As noted by NMG, Morgan does not contest whether this letter was unconditional. Consequently, the only issue is whether Morgan received this offer and subsequently rejected it.
The court will refrain from reciting Morgan's multiple arguments questioning the receipt of NMG's offer of reinstatement. However, the bulk of her argument relies on the testimony of McLendon that she does not remember sending the letter, Morgan's Response at 39 (citing McLendon Deposition at 68 (Morgan's Response Appendix at 43)), and Morgan's own affidavit declaring that she never received it. Morgan's Response at 12 (citing Morgan Declaration ¶ 12). In addition, Morgan offers several other arguments questioning the validity of NMG's reliance on employees and business records to prove that Morgan received the letter via certified mail. See generally Morgan's Response.

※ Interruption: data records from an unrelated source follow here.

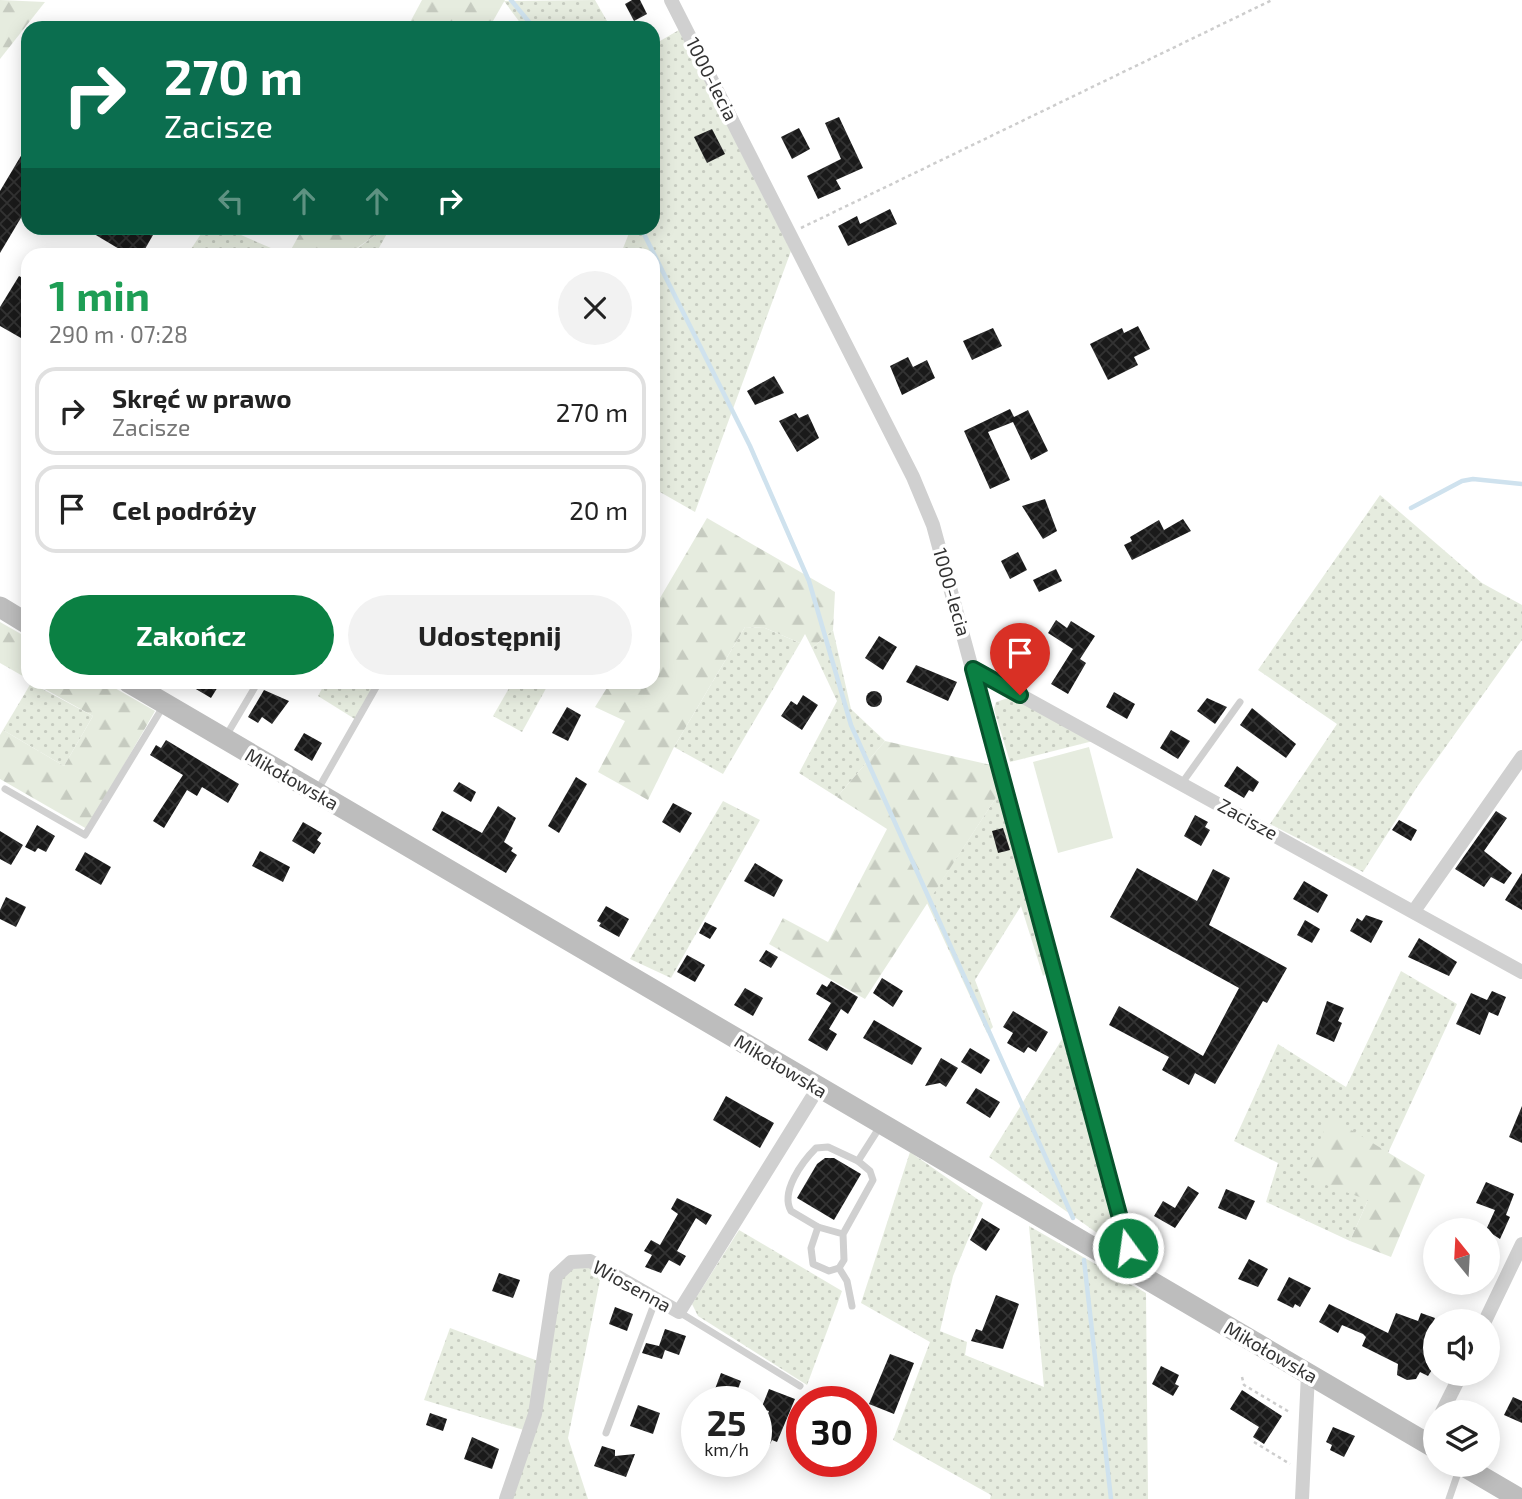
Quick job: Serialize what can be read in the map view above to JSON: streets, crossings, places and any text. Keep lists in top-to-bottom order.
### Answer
{
  "streets": {
    "main road": ["Mikołowska"],
    "street": ["1000-lecia", "Zacisze", "Wiosenna"]
  },
  "crossings": [
    ["1000-lecia", "Mikołowska"],
    ["1000-lecia", "Zacisze"],
    ["Mikołowska", "Wiosenna"]
  ],
  "north": "top",
  "page": {
    "turn": ["270 m", "Zacisze"],
    "heading": ["1 min", "290 m · 07:28"],
    "list": [
      {
        "name": "Skręć w prawo",
        "note": "Zacisze",
        "value": "270 m"
      },
      {
        "name": "Cel podróży",
        "value": "20 m"
      }
    ],
    "buttons": ["Zakończ", "Udostępnij"],
    "speed": "25 km/h",
    "limit": "30"
  }
}
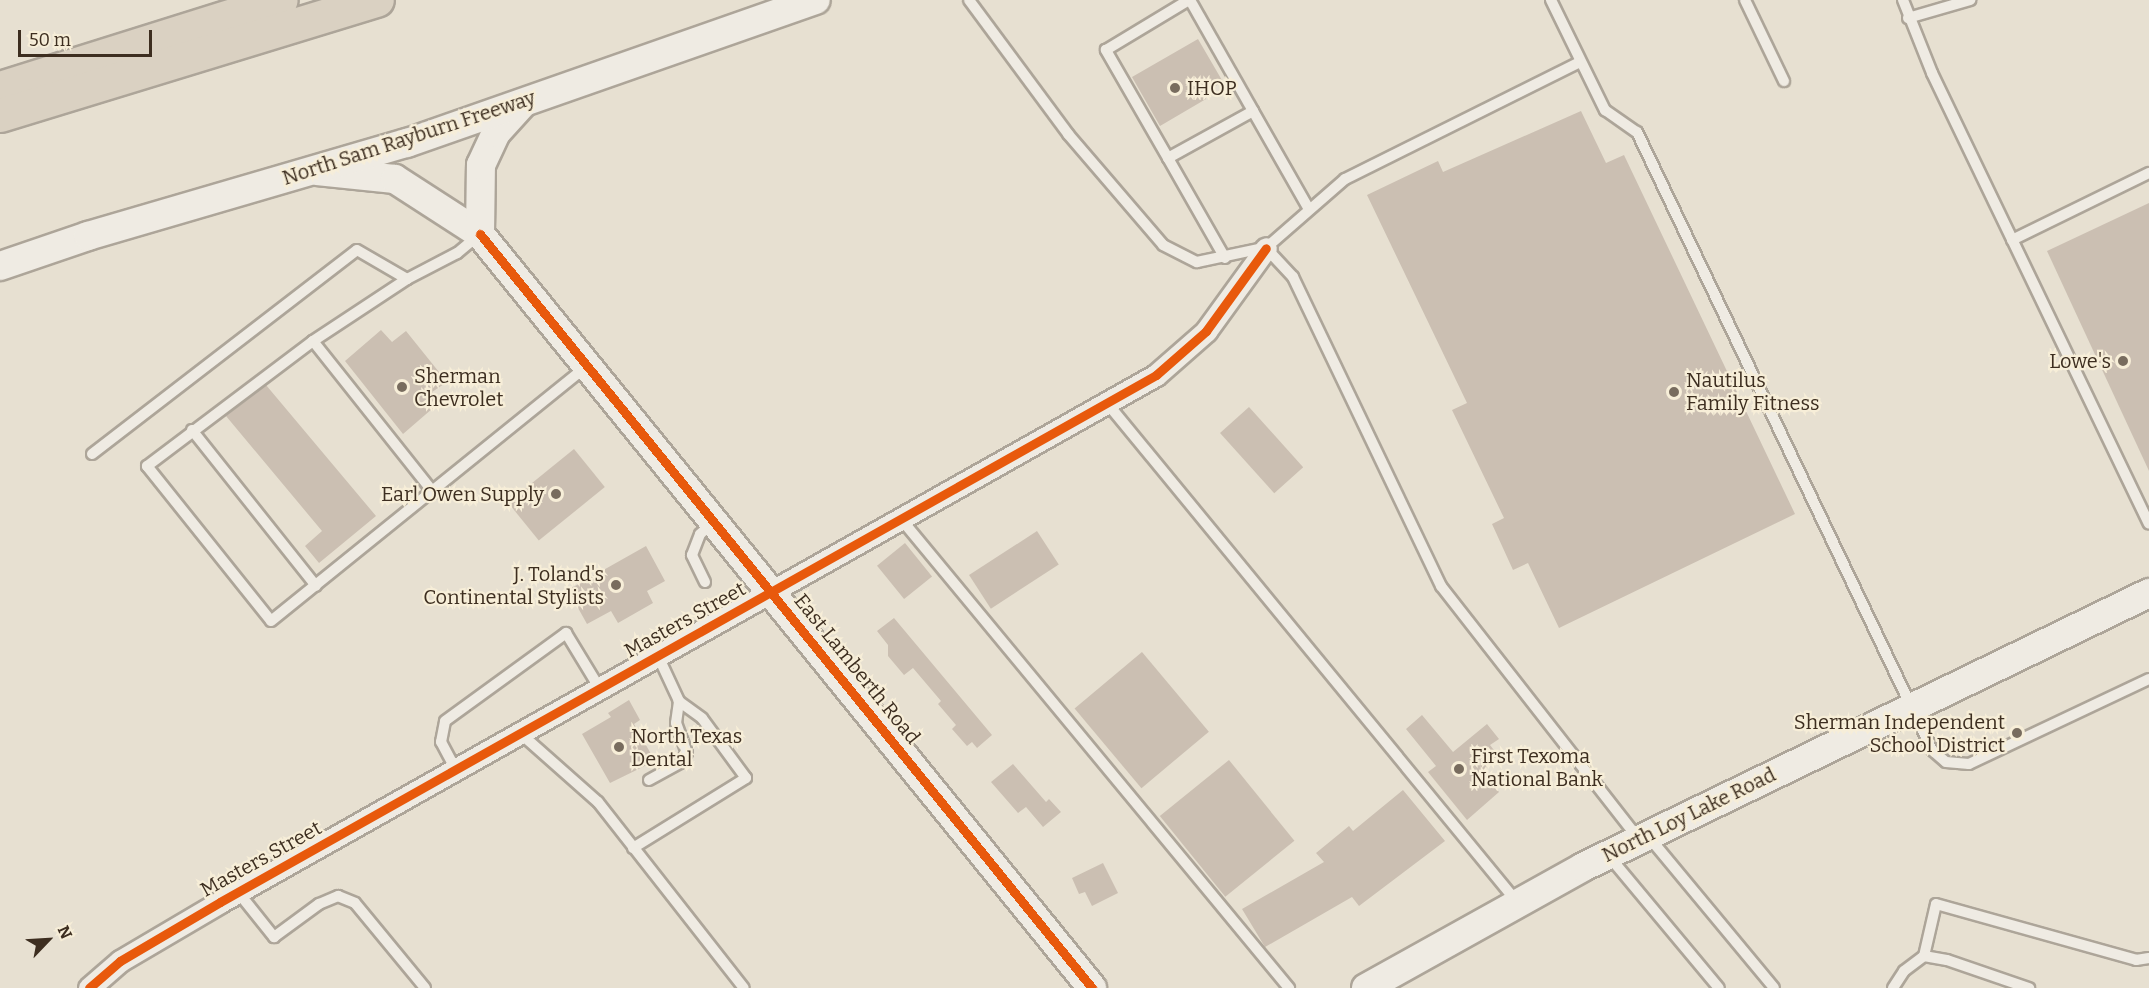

b. Morgan's Reasonable Diligence in Obtaining Substantially Equivalent Employment
NMG's next argument is two-fold. First, it argues that Morgan failed to mitigate her damages by not exercising reasonable diligence in pursuing employment that is substantially equivalent to her position at NMG. NMG's Motion at 11-12. Second, NMG argues that Morgan's current employment at Dicker Staffing is substantially equivalent to her position at NMG, so that Morgan's damages should terminate on the date she removed herself from the job market by joining Dicker Staffing and ending her search for other employment. Id. at 13-14. Morgan contests both of these arguments. See generally Morgan's Response.
In the context of Title VII employment discrimination suits, employers meet the burden of establishing failure to mitigate by showing that "substantially equivalent work was available and . . . the . . . claimant did not exercise reasonable diligence to obtain it." Sellers III, 902 F.2d at 1193 (citing Sellers II, 839 F.2d at 1139). However, should an employer prove "that an employee has not made reasonable efforts to obtain work, the employer does not also have to establish the availability of substantially equivalent employment." Id. (quoting Sellers II, 839 F.2d at 1139). Here, NMG seeks to show that Morgan did not exercise reasonable diligence in pursuing other employment that was "substantially equivalent" to her position at NMG prior to her termination. NMG's Motion at 11-12. Therefore, if successful in proving this to the court, NMG is not required to show that substantially equivalent work was available. See Sellers III, 902 F.2 at 1193.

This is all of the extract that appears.